Die unschöne Nachricht für die Anwohner: Bei den Arbeiten seien belastete Böden festgestellt worden. Nach den derzeitigen Berechnungen werde die Sanierung rund 120 000 Euro zusätzlich ausmachen. Die Kostenschätzung vor zwei Jahren habe für den Ausbau gut eine Million Euro betragen. Bei der Atterstraße als Hauptverkehrsverbindung liege der Beitrag der Anlieger bei 25 Prozent. Dies bedeute für die Eigentümer privater Flächen einen Anteil von zwei Euro und für Gewerbebetriebe drei Euro pro Quadratmeter, erläuterte Baier. Die günstige Wendung: Bei den Ausschreibungen habe der günstigste Anbieter den Zuschlag bei 875 000 Euro erhalten, also rund 130 000 Euro weniger als vorgesehen. Dieser Betrag stehe bereits fest, während die Kosten für die Beseitigung der belasteten Böden bislang eine Schätzung sei, sagte Baier, der sich daher von den Teilnehmern nicht auf einen genauen Betrag festlegen lassen wollte.
Auch der Dauerbrenner Eisengießerei Borgelt war Thema im Bürgerforum. Hier teilten Gesche Saathoff-Schiche und Dr. Elvira Hector vom Staatlichen Gewerbeaufsichtsamt Osnabrück den Sachstand mit.
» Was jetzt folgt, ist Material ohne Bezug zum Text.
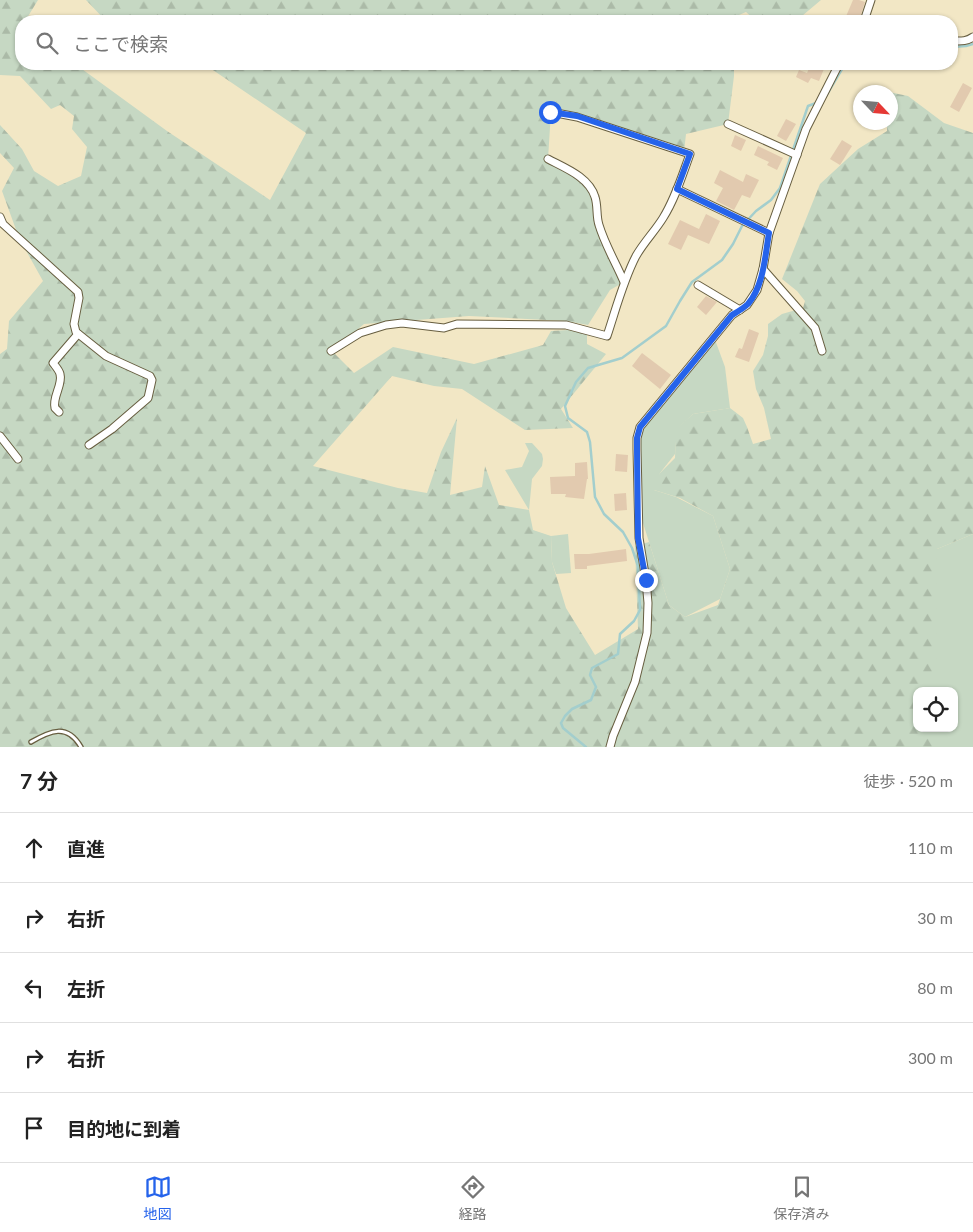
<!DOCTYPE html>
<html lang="ja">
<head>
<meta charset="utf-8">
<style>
  body { margin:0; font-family:Lato,"Noto Sans JP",sans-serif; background:#f6f6f6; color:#222 }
  .controls { position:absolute; right:15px; bottom:15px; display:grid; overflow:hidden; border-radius:10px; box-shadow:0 1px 4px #0004 }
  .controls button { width:45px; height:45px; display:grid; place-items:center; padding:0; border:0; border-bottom:1px solid #e0e0e0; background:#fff; color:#222; font:25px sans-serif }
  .compass { position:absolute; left:853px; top:85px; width:45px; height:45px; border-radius:50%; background:#fff; box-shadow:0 1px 4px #0004; rotate:116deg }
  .stop { position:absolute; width:15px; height:15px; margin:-11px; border:4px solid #2563eb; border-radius:50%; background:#fff }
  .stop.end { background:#2563eb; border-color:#fff; box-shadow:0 1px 5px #0008 }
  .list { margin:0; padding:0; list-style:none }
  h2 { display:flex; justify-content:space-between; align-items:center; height:65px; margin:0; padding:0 20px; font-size:21px }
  h2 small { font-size:16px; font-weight:400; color:#767676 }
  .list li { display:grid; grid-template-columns:32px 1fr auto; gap:15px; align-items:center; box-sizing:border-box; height:70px; padding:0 20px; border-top:1px solid #e0e0e0 }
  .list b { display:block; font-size:19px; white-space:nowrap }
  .list em { font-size:16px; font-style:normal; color:#767676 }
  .icon { flex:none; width:28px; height:28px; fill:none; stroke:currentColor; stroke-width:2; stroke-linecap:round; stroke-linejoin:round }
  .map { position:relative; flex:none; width:973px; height:747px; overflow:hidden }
  .search { position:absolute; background:#fff; box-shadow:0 1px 4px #0004; left:15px; right:15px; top:15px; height:55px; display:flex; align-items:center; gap:12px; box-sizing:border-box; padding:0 18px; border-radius:20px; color:#767676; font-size:19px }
  .sheet { height:415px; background:#fff }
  nav { display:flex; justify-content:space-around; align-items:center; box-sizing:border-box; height:70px; border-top:1px solid #e0e0e0; background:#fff; font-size:14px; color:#767676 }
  nav a { display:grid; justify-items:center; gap:2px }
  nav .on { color:#2563eb }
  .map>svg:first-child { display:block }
  .grass { fill:#c6d8c3 }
  .forest { fill:url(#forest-firs) }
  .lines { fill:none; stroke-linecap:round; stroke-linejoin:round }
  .stream { stroke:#a3cecd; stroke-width:2.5 }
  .building { fill:#e2caaf }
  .lane-casing { stroke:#675e40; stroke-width:5.5 }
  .street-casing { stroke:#675e40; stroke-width:9 }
  .lane { stroke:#fff; stroke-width:3 }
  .street { stroke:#fff; stroke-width:7 }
  .route { stroke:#2563eb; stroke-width:6 }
</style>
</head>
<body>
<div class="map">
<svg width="973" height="747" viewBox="0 0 973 747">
  <defs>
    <pattern id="forest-firs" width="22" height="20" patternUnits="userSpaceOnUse" patternTransform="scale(1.25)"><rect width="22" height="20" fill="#c6d8c3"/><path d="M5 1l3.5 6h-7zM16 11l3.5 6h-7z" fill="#abbaa7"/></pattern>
  </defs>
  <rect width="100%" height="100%" fill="#f2e7c5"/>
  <g class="grass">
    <path d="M 714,337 L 725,367 L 730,408 L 693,414 L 677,429 L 675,454 L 660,473 L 654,490 L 676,497 L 713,516 L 730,569 L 720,599 L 685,617 L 669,605 L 643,523 L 637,438 L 643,424 Z"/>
    <path d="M 525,443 L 532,443 L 542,454 L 543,459 L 542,466 L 532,479 L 529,510 L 505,470 L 522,467 L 529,451 Z"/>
    <path d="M 568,534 L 571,573 L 556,574 L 552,562 L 551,536 Z"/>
    <path d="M 973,534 L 973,747 L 934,747 L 932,728 L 954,728 L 954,691 L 933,691 L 937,549 Z"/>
  </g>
  <g class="forest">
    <path d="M 0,0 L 38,0 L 27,18 L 27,21 L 21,21 L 21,64 L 75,64 L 167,131 L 270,200 L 306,133 L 204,64 L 734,64 L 734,76 L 728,124 L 686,134 L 684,152 L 551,112 L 548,159 L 586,183 L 605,240 L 624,282 L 610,290 L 588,325 L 566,321 L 469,316 L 364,324 L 332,351 L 354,373 L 393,347 L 474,364 L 543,345 L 551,331 L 568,330 L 587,334 L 587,344 L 606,354 L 561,409 L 573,428 L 525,430 L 462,389 L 434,386 L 392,376 L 313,466 L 398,488 L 427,493 L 441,452 L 457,418 L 450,495 L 482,487 L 485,466 L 499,505 L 529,510 L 533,530 L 551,536 L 552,562 L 566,608 L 595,655 L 638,629 L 635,546 L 649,542 L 669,605 L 685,617 L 718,605 L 730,569 L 713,516 L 680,498 L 654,490 L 654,482 L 660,473 L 675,458 L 676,429 L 693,414 L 730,408 L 743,418 L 747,427 L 753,444 L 771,439 L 764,408 L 756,389 L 753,371 L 763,355 L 768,336 L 768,324 L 782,314 L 803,308 L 805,301 L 797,291 L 782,279 L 820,184 L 858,149 L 887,131 L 887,123 L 890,122 L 890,92 L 884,92 L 884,91 L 908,96 L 944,123 L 973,133 L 973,534 L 937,549 L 937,691 L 917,691 L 917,728 L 937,728 L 937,747 L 0,747 L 0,354 L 7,349 L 9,321 L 43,281 L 19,238 L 2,191 L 14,168 L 0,153 L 0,125 L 22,149 L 34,171 L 58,186 L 81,176 L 87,147 L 72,129 L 74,116 L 60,105 L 51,109 L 20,76 L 0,75 Z"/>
    <path d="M 86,0 L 821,0 L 796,21 L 756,21 L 746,12 L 732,18 L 732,21 L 106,21 Z"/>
  </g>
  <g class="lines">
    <g class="stream">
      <path d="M 952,47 L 966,46 L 973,44"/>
      <path d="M 826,96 L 845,64"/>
      <path d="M 586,747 L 563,728 L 561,723 L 565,716 L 572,709 L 591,700 L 596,687 L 590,675 L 592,668 L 618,654 L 620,634 L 634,621 L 640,610 L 638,566 L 632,548 L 623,532 L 604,514 L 595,497 L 590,442 L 587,432 L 568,418 L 565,406 L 576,382 L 588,368 L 622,358 L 666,326 L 680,301 L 692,282 L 722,260 L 733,244 L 742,226 L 756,211 L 771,200 L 780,188 L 808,106 L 816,103"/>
    </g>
  </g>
  <g class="building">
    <path d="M 853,0 L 859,0 L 865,2 L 859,21 L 844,21 Z"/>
    <path d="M 811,64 L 826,64 L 819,81 L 811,78 L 808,83 L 796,77 L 799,70 L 807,73 Z"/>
    <path d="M 963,83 L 972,88 L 959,112 L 950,107 Z"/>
    <path d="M 786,119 L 796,124 L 786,141 L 777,136 Z"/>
    <path d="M 735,135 L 746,140 L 741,151 L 731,146 Z"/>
    <path d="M 842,140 L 852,146 L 840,165 L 830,159 Z"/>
    <path d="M 758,146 L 783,158 L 777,170 L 767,165 L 769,162 L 754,155 Z"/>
    <path d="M 720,170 L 743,182 L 746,174 L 759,180 L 750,198 L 742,195 L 734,210 L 716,201 L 723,188 L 714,183 Z"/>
    <path d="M 706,214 L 720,221 L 709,244 L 688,235 L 681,250 L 668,244 L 680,220 L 699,229 Z"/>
    <path d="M 706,296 L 717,302 L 706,315 L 697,307 Z"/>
    <path d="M 749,329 L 759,333 L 749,362 L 735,357 L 739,348 L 742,349 Z"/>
    <path d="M 642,353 L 671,375 L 660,389 L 632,366 Z"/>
    <path d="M 616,454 L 628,455 L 627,472 L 615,471 Z"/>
    <path d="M 587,462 L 588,479 L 587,479 L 584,499 L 565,497 L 566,494 L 551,494 L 550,477 L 575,476 L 575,463 Z"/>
    <path d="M 626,493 L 627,510 L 615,511 L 614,494 Z"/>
    <path d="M 626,549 L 627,561 L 587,566 L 587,569 L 575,569 L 574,554 L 589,554 Z"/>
  </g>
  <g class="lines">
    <g class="lane-casing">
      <path id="lane" d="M 31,742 C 50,731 67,723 81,747"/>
    </g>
    <g class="street-casing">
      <g id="street">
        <path d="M 864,21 L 871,0"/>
        <path d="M 952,41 C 960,41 966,42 973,37"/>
        <path d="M 728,124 L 797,155"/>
        <path d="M 548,159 C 565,168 589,177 595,197 C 598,206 596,216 599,225 C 605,245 616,263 624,282"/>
        <path d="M 677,189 L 769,233"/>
        <path d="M 0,217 L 3,224 L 78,292 L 79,298 L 74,324 L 76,332 L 106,356 L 150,376 L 152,380 L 148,398 L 112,429 L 89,445"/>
        <path d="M 763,269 L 815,328 L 822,351"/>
        <path d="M 698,285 L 740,310"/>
        <path d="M 331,351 L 360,333 L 386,325 L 402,323 L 444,328 L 457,324 L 566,325 L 607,336 C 616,309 623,281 636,256 C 644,242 655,231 663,218 C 675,199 682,176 690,154 L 577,117 L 551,112"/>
        <path d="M 59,412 L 55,408 C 52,397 63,385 60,374 C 59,370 56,367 53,363 L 78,334"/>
        <path d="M 0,436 L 18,459"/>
        <path d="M 610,747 L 613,736 L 635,682 L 647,633 L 648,603 L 646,580 L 639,538 L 637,449 L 637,438 L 640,427 L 732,315 L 747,305 L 757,290 L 763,269 L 769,233 L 806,129 L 839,64"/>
      </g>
    </g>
    <use href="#lane" class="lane"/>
    <use href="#street" class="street"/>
  </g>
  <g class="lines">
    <path class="route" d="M 550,112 L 577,116 L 690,154 L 677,189 L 769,233 C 765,256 764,285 748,304 C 744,308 737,312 732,315 L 640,427 L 637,438 L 637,449 L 638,538 L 646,580"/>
  </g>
</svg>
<div class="controls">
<button><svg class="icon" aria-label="locate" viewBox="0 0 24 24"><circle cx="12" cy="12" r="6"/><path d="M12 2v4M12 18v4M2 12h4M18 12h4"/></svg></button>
</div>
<svg class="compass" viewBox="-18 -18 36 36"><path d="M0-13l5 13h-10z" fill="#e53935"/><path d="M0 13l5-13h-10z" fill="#767676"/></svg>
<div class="stop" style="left:550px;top:112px"></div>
<div class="stop end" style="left:646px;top:580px"></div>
<div class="search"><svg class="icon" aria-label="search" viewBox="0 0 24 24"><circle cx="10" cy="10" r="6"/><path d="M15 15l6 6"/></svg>ここで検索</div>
</div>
<section class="sheet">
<h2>7 分<small>徒歩 · 520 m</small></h2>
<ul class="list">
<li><svg class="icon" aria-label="ahead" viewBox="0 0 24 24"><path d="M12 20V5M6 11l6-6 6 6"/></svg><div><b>直進</b></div><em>110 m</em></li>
<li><svg class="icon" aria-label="right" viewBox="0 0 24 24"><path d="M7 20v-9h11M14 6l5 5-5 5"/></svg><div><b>右折</b></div><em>30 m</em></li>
<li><svg class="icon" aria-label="left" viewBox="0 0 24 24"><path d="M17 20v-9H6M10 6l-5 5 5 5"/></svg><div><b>左折</b></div><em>80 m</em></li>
<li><svg class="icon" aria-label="right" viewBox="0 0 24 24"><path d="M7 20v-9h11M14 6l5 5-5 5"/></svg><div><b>右折</b></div><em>300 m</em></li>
<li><svg class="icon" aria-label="arrive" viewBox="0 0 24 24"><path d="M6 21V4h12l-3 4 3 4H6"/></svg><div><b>目的地に到着</b></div></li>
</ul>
</section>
<nav>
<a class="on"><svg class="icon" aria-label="map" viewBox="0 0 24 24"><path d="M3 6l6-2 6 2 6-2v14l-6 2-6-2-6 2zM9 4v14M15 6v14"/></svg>地図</a>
<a><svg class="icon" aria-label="directions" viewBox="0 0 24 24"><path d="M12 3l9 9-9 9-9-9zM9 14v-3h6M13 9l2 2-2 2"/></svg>経路</a>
<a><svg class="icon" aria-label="saved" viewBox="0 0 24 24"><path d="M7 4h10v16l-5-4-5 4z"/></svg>保存済み</a>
</nav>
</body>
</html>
So seien die Messung der Benzolwerte sowie der Nachweis von Maßnahmen zur Lärm- und Geruchsreduzierung im Sofortvollzug angeordnet worden, woraufhin das Unternehmen das Verwaltungsgericht eingeschaltet habe. Durch die aufschiebende Wirkung könnten die Anordnungen nicht umgesetzt werden.
Kritik äußerte Alice Graschtat (SPD). Es gebe weiter eine " massive Verharmlosung" etwa bei einer Stellungnahme des Gewerbeaufsichtsamtes gegenüber der Landesregierung. Saathoff-Schiche und Hector boten an, dass Bürger sich in direkten Gesprächen beim Gewerbeaufsichtsamt umfassend informieren könnten.